DATA IN THIS EXERCISE:
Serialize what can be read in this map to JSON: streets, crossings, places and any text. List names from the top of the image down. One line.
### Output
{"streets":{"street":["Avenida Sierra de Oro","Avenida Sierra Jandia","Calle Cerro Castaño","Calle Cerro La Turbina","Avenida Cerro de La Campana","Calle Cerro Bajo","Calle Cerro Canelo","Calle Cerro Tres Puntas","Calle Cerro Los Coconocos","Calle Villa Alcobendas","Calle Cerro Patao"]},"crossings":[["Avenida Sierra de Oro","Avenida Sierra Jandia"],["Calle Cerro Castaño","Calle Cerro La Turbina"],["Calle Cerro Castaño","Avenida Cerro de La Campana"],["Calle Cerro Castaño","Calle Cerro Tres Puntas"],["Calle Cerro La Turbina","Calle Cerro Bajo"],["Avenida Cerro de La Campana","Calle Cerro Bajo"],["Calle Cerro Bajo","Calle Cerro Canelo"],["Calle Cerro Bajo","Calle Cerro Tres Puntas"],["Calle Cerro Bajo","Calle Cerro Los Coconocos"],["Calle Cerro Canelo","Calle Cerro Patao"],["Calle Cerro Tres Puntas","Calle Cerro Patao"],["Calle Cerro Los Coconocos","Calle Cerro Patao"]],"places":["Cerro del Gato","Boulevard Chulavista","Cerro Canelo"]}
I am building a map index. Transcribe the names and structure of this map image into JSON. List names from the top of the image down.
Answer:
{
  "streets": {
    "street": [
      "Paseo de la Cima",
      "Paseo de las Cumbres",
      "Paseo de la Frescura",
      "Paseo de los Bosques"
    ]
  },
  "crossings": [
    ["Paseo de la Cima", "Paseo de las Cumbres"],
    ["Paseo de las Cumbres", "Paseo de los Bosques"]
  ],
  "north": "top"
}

WHAT THE TASK ASKS:
Only lines with the string "names" belong in the answer; copy each of them from the listing.

RESPONSE TO THIS EXERCISE:
Serialize what can be read in this map to JSON: streets, crossings, places and any text. List names from the top of the image down. One line.
I am building a map index. Transcribe the names and structure of this map image into JSON. List names from the top of the image down.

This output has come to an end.